- [WORK TO BE COMPLETED]
From the entries below, copy every line that has the word "white".

(Collected data)
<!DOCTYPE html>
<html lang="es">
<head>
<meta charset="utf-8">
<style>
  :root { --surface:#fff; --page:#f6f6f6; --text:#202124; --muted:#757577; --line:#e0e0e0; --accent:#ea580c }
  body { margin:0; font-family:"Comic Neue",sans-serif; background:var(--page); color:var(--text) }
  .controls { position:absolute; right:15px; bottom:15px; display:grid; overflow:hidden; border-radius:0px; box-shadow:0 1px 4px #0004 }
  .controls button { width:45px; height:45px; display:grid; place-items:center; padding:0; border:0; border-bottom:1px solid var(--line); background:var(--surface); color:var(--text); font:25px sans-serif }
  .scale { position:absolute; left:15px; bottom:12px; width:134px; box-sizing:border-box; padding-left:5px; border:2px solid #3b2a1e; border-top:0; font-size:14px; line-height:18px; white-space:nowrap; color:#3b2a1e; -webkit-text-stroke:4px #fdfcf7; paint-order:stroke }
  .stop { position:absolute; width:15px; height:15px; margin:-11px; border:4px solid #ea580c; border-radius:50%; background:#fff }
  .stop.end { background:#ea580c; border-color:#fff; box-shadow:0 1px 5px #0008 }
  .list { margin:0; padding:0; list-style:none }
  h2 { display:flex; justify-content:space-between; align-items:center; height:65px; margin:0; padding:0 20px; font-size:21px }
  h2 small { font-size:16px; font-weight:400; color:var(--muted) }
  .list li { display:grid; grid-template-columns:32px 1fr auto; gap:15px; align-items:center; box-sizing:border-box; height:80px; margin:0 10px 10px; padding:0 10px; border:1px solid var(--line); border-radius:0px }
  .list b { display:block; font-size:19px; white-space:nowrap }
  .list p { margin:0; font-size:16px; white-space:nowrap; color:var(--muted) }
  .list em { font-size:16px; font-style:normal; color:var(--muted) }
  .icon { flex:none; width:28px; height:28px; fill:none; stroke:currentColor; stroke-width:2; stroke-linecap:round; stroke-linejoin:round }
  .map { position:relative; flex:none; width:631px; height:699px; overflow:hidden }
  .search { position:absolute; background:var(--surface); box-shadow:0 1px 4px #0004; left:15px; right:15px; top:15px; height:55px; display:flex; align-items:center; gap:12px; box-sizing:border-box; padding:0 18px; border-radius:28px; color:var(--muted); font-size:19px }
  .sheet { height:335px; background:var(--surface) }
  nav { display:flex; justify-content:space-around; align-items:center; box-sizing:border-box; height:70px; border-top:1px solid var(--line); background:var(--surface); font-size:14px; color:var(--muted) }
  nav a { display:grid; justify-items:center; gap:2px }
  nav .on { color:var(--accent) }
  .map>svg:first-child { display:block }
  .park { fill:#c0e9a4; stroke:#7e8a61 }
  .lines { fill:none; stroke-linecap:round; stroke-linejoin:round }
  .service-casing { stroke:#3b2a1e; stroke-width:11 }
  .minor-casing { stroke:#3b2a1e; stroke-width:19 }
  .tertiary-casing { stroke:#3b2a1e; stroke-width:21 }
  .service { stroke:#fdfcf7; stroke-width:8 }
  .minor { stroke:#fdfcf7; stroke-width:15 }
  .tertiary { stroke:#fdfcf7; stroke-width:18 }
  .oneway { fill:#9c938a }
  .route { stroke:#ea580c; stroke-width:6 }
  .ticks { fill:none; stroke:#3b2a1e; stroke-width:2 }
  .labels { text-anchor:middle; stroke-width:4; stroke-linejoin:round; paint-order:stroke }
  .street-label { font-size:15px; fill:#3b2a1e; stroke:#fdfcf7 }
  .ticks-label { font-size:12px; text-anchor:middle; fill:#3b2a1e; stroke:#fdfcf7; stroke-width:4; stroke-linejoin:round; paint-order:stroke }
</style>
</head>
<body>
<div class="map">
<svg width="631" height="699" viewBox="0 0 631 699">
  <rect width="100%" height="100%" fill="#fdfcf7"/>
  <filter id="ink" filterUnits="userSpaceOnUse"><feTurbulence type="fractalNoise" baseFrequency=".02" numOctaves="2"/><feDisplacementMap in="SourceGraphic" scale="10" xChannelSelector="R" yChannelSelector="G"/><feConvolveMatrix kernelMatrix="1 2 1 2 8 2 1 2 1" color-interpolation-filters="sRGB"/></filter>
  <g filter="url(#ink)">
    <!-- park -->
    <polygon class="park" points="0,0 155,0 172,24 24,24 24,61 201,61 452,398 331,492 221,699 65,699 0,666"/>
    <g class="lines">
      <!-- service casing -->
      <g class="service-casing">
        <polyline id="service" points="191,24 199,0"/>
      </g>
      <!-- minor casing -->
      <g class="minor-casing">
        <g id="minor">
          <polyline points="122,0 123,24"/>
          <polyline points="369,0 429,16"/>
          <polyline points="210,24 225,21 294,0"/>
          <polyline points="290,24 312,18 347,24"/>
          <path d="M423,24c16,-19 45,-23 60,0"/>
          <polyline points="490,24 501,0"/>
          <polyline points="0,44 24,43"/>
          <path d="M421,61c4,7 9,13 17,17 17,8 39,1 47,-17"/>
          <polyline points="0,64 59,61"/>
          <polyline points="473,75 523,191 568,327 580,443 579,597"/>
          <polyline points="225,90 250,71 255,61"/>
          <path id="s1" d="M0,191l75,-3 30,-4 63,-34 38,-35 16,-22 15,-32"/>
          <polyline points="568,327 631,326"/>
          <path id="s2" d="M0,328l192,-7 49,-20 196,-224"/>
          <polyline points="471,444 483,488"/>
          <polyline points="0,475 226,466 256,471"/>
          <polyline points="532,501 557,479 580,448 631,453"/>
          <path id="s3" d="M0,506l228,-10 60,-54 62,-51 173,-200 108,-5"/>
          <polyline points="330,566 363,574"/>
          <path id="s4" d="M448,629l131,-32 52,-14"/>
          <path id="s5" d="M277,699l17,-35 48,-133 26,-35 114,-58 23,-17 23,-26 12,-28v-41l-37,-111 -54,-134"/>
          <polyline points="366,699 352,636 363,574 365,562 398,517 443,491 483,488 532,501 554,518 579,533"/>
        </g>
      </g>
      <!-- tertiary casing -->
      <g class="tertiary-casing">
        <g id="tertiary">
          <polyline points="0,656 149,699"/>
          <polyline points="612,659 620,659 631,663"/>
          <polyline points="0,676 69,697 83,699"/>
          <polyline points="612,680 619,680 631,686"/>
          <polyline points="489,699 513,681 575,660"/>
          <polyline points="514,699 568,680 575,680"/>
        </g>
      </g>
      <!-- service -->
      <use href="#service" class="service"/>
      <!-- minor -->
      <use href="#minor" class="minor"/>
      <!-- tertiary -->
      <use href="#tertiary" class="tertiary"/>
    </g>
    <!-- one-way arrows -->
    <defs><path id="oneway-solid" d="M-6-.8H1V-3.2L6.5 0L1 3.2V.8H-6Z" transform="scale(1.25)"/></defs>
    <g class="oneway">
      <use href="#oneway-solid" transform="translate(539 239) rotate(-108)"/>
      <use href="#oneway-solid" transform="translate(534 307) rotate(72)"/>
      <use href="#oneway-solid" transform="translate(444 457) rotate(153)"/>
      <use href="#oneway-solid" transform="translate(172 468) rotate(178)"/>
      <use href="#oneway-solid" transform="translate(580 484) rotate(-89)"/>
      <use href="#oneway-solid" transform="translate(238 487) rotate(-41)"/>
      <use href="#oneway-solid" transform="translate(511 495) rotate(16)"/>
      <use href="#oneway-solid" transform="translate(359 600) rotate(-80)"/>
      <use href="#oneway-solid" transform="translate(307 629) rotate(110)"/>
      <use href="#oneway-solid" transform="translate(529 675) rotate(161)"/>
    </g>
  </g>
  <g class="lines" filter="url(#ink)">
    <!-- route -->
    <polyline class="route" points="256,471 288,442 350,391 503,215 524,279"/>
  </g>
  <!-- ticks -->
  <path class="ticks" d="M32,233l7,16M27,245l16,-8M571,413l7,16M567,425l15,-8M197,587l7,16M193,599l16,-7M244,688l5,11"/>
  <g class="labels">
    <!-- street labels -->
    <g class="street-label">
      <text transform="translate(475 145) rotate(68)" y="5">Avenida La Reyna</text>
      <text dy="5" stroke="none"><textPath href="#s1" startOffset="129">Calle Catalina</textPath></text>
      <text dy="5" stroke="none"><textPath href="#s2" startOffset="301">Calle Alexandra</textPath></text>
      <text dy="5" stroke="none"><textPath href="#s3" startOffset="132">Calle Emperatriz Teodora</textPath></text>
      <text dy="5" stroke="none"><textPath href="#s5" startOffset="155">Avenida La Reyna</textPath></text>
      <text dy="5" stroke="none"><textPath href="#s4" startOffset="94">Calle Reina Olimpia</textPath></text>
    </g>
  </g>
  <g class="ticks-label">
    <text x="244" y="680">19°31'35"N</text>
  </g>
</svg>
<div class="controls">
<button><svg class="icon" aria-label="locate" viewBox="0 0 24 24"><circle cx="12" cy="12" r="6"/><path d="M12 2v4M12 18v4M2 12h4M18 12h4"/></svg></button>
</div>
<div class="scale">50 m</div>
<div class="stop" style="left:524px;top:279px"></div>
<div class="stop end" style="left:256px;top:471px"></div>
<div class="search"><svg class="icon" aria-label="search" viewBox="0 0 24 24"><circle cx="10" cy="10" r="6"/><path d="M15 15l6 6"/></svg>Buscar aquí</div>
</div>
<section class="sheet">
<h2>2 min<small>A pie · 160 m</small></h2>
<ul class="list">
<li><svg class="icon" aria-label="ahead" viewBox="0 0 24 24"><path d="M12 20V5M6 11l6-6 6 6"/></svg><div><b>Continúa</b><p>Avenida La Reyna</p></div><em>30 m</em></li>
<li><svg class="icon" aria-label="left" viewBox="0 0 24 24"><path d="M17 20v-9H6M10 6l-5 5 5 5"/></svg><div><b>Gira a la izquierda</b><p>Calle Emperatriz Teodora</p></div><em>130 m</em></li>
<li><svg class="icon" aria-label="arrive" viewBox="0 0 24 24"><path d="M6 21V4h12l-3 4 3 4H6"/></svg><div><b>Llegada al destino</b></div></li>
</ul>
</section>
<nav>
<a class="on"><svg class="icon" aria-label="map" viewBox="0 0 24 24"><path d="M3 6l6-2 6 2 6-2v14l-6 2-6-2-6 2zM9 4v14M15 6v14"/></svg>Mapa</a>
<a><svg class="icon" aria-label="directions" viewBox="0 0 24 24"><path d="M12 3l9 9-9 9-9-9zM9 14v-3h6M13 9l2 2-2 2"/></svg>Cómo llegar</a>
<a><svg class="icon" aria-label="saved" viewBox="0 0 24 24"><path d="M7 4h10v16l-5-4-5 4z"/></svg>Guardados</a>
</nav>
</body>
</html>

- [PROBLEM SOLUTION]
  .scale { position:absolute; left:15px; bottom:12px; width:134px; box-sizing:border-box; padding-left:5px; border:2px solid #3b2a1e; border-top:0; font-size:14px; line-height:18px; white-space:nowrap; color:#3b2a1e; -webkit-text-stroke:4px #fdfcf7; paint-order:stroke }
  .list b { display:block; font-size:19px; white-space:nowrap }
  .list p { margin:0; font-size:16px; white-space:nowrap; color:var(--muted) }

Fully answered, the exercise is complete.